They returned on April 7 for another 10 days’ work, recording the remaining four songs, including “White Punks on Dope,” whose basic track was recorded on April 8.
The band was set up in the smaller Studio B, perfect for the tight sound Kooper was looking for. [They couldn’t have used the larger Studio A anyway; The Eagles were busy recording One of These Nights with Szymcyk.] Prince’s Rogers drum kit, complete with two kick drums, two rack toms and two floor toms, and snare, was placed in the isolation booth at the back of the narrow, long live room. “I bought that kit when I was 16, at a big music store on Central Avenue in Phoenix, from money I earned mowing lawns,” the drummer says. “Bill Spooner’s son still owns it; I sold it to him in the 1980s. And he became a great drummer, with that same kit.”
Kiefer miked the set with EV RE20s on the kicks, a Shure SM56 and, suspended by its cord, a tiny Sony ECM-50 lavalier on the snare, and Sennheiser 421s for overheads, pointed crossways from each other, to help cancel the remaining drum sound. But the reason Prince’s drums have such a powerful sound on this album is one additional trick. “I needed that ‘shotgun’ sound out of them,” the engineer explains. To accomplish that, he removed the heads from the kicks and toms, and suspended small radio speakers across the openings. “So when he hit them, I could enhance those with EQ to make the strike louder. And that gave them a bigger, expanded bottom and a louder strike, which made the drums sound huge.”

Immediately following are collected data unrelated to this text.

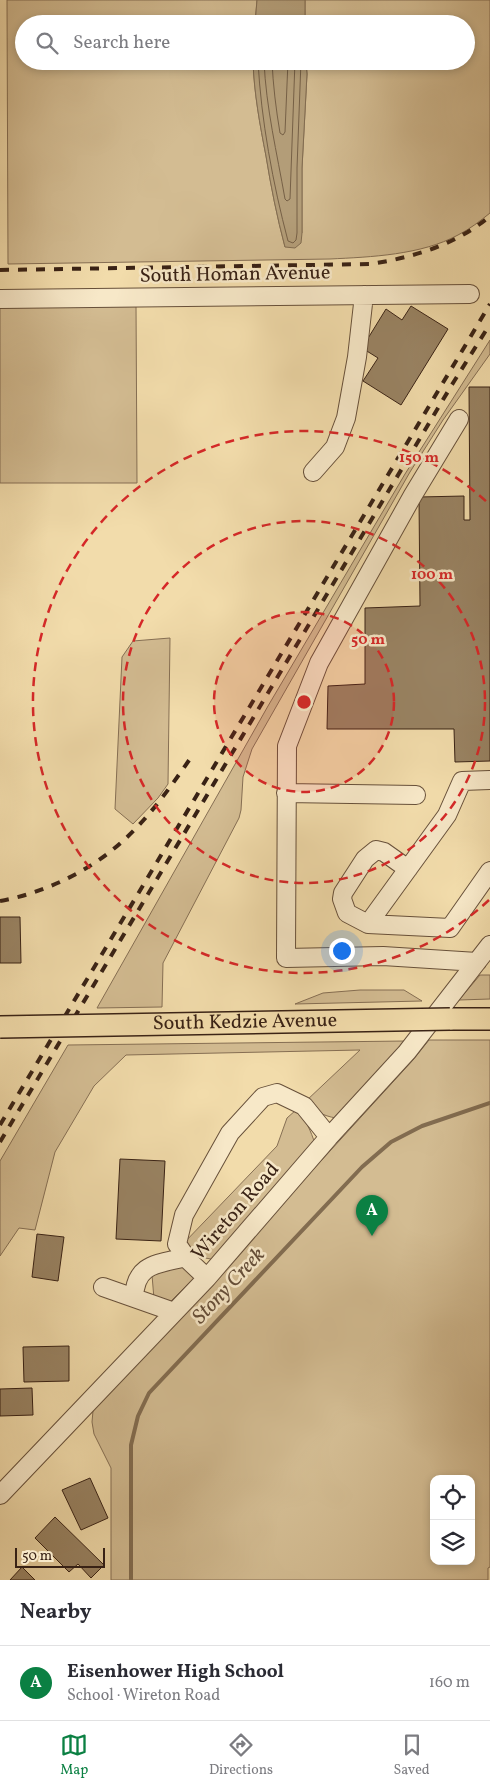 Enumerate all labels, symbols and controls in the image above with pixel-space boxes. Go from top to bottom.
search box [15,15,475,70]
icon: search [33,29,61,57]
text: Search here [73,30,170,56]
street label: South Homan Avenue [139,259,331,291]
text: 150 m [399,448,439,469]
text: 100 m [411,565,454,586]
text: 50 m [351,630,385,651]
centre of rings [295,693,313,711]
your location [329,938,355,964]
street label: South Kedzie Avenue [152,1007,337,1038]
street label: Wireton Road [185,1157,287,1267]
pin: A [356,1195,388,1236]
water label: Stony Creek [186,1241,272,1331]
map controls [430,1475,475,1565]
button: locate [430,1475,475,1520]
button: layers [430,1520,475,1565]
scale bar [15,1545,105,1568]
text: 50 m [22,1547,52,1566]
text: Nearby [20,1598,91,1627]
text: Eisenhower High School [67,1659,284,1685]
text: A [30,1672,42,1694]
text: 160 m [429,1672,470,1694]
text: School · Wireton Road [67,1685,220,1707]
tab: Map [60,1731,88,1780]
tab: Directions [209,1731,273,1780]
tab: Saved [394,1731,430,1780] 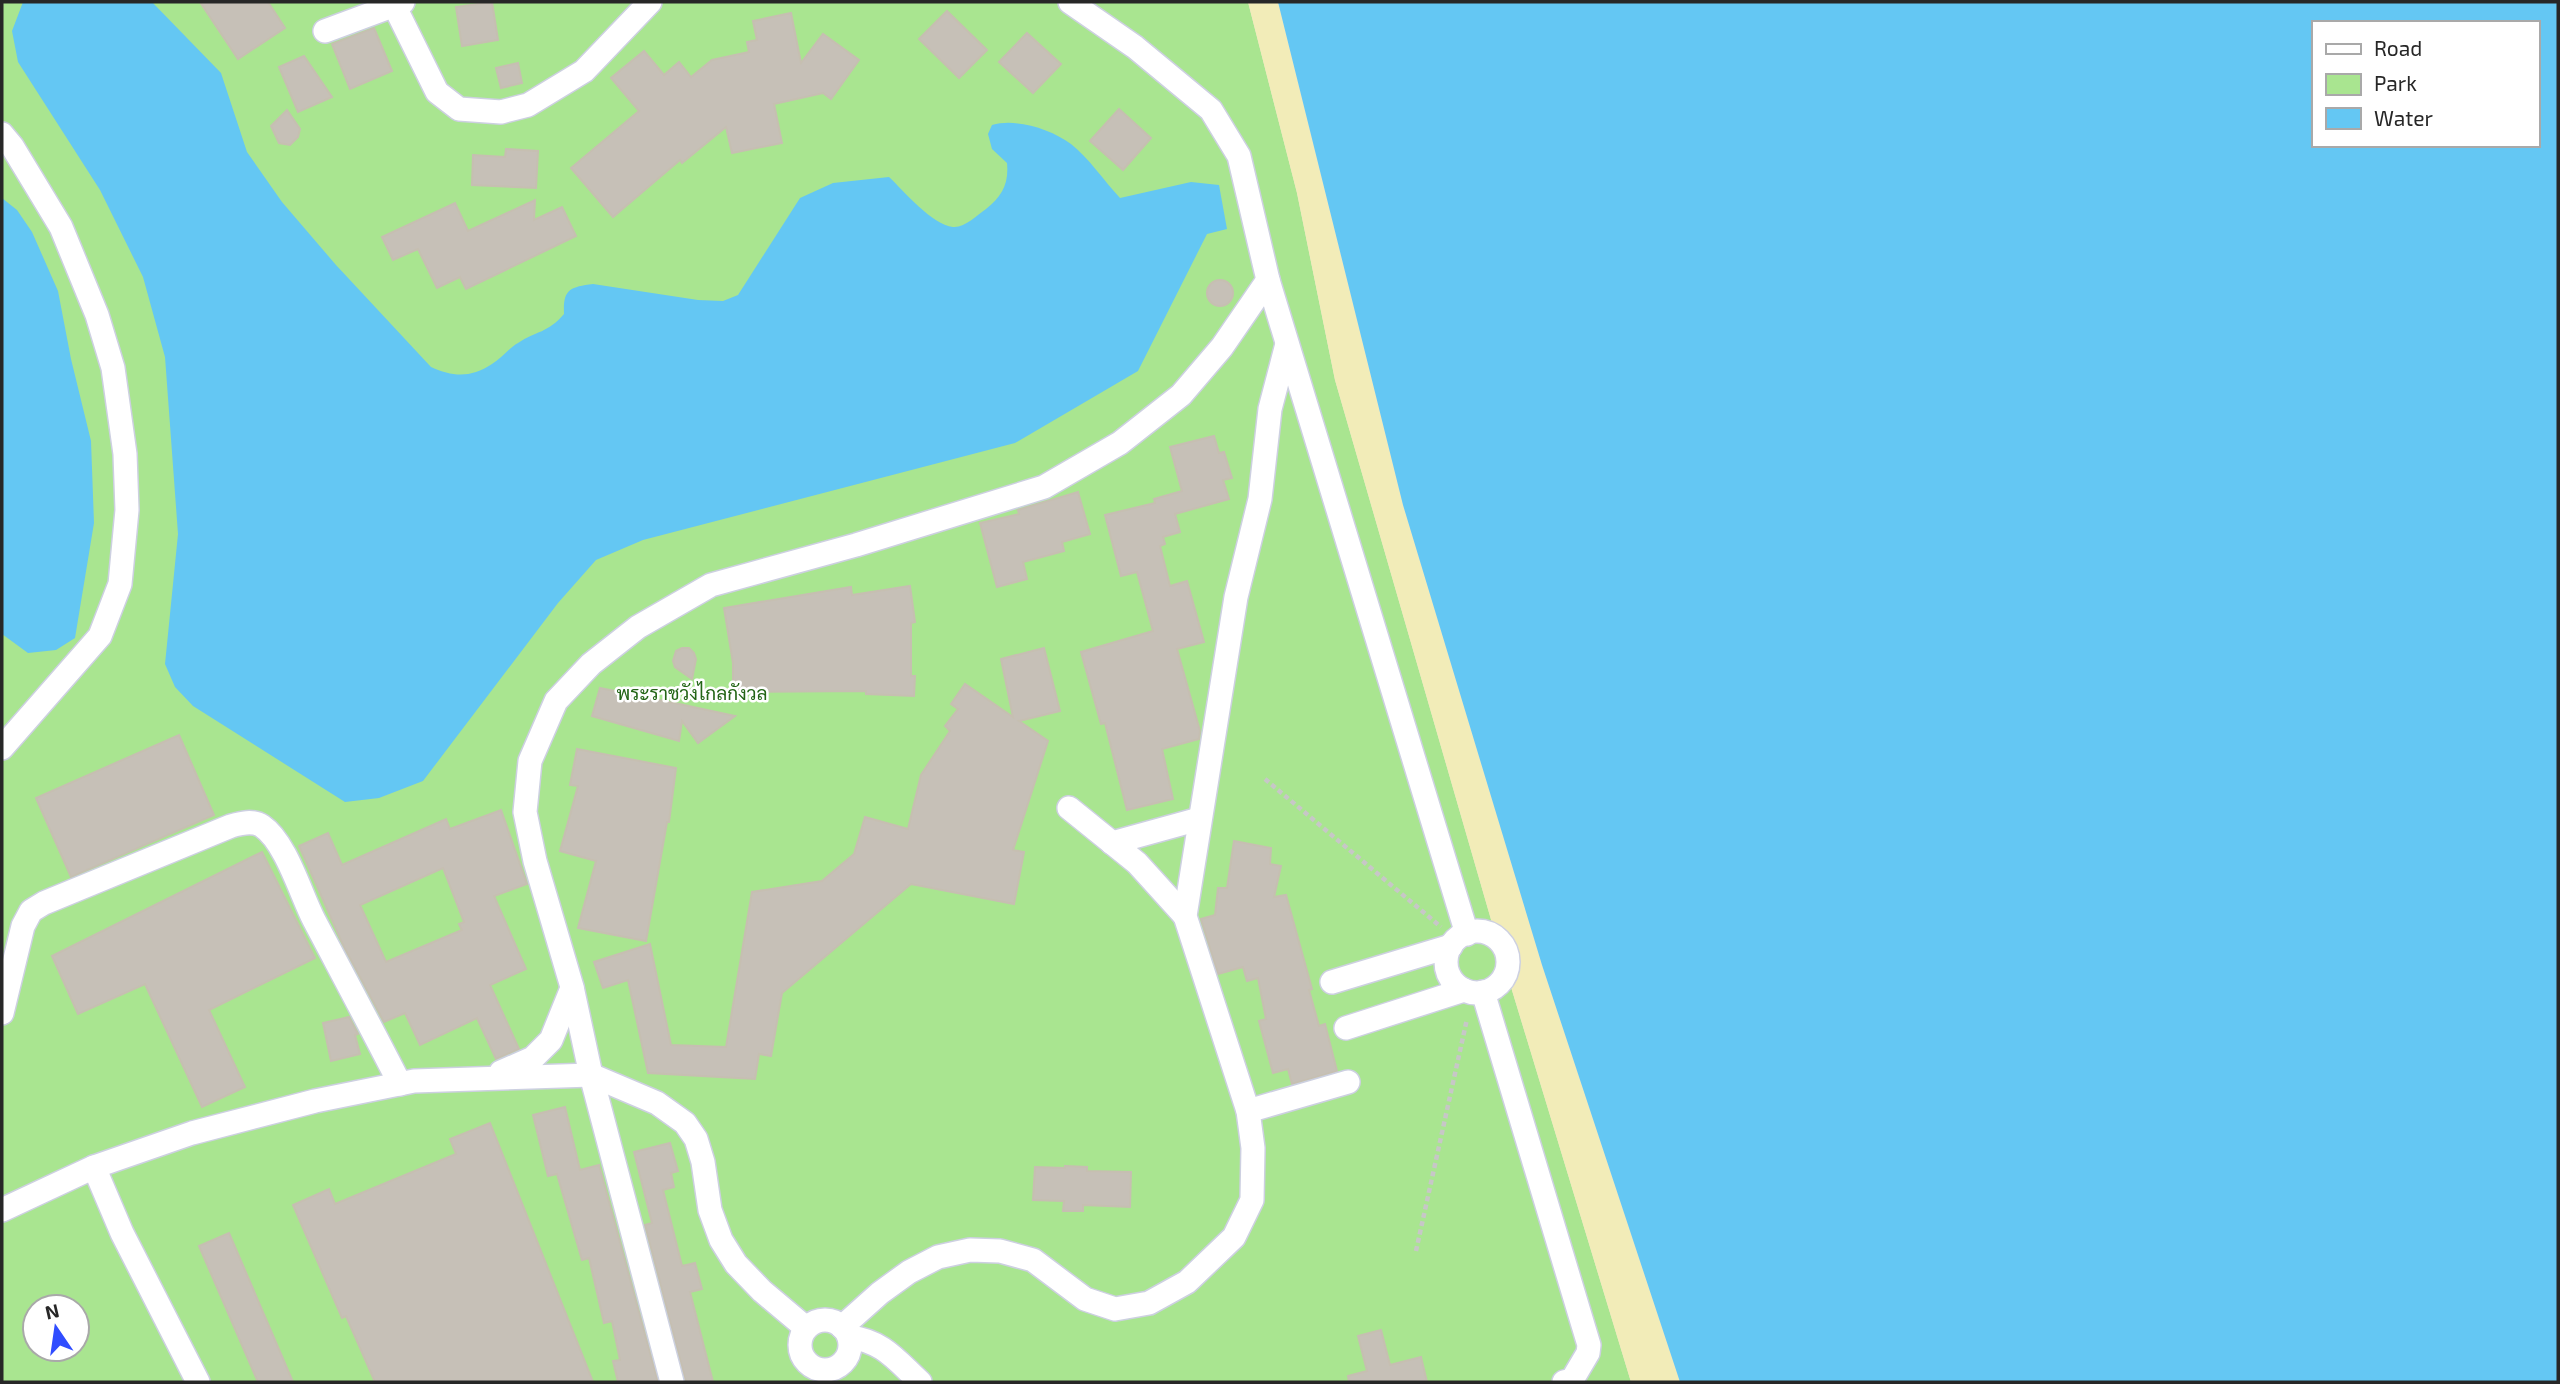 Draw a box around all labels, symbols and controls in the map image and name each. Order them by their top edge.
legend [2312,21,2539,147]
text: Road [2374,35,2422,60]
text: Park [2374,70,2417,95]
text: Water [2374,105,2433,130]
park label: พระราชวังไกลกังวล [617,681,768,704]
north arrow [21,1293,91,1363]
text: N [43,1298,61,1324]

Spooner and Steen’s 40W Fender Super Reverb amps were set up, midway back, in two of the right-hand studio walls’ sound trap coves, which were stuffed with absorbent material, for isolation. Spooner played his Gibson Flying V, purchased, he says, at Lederman Music in Phoenix in 1969.
The amps were miked with Shure SM56s or 57s, as well as recorded direct. “I need to be able to control the clarity of the guitar, which I can do using the direct signal,” Kiefer explains. He also used some SHS (sample-and-hold signal) noise gates, made by a friend in San Diego, who loaned them to Kiefer to try out. “I’d place those right between the mic and the console,” so there’s no chance to pick up any noise in the line. And when the guitars weren’t playing, those channels were not turned down, they were off.”
Welnick played a smaller Yamaha grand piano, located between Prince and the guitarists, blanketed off and miked with Neumann U47s. And Anderson’s Fender Jazz bass was played through an Ampeg B15 bass amp, and recorded both direct and miked with an RE20, with it’s low-pass rolloff on, to get rid of any hum.
The band tracked “White Punks,” as they did the whole album, live, with Kooper mainly focused on nailing the bass and drums. “That, I wanted perfect,” he says, “and the rest could be overdubbed, if they wanted to replace any parts. I’d make sure that was correct, and then we’d all listen, and I’d say, ‘Okay, anybody got any grief with their parts?’”
Either Steen or Waybill would typically sing a guide vocal, but, of course, for “White Punks,” it was the latter. And when it came time for tracking his final vocal, during several vocal overdub days, he did it in a single take, Kiefer recalling him moving about, essentially performing the vocal as he would on stage. “He didn’t have a mic technique—it was a performing technique,” the engineer recalls. “He would actually perform the song as he was singing. And there was no problem with him being off-axis. His voice was so loud and clear, with a high SPL—he could sing right through the side of a battleship if he had to. He is just a magician with his voice. He’s amazing.” As for the single take, Waybill says, “I just started off, and I never stopped. I remember saying, ‘Okay, that’s it. I’m done. I’ll never beat that.’”
Cotten also overdubbed his synth parts, recorded in the control room, utilizing both his ARP 2600, as well as another larger system he had developed from parts of another 2600. “Anything musical or chromatic, that was either played or invented by Al, or even Vince,” he explains. “Anything that was an effect or dramatic sound effects or processing, that was me.” He and Kiefer worked together to create the sounds of rockets “crucifying Quay,” the engineer notes. “I worked hard to give those a power and a clarity, to make sure they have the effect of being right in your face. It’s a trick of clarity; you have to get rid of all the noise, without losing any of the dynamic of the instrument.”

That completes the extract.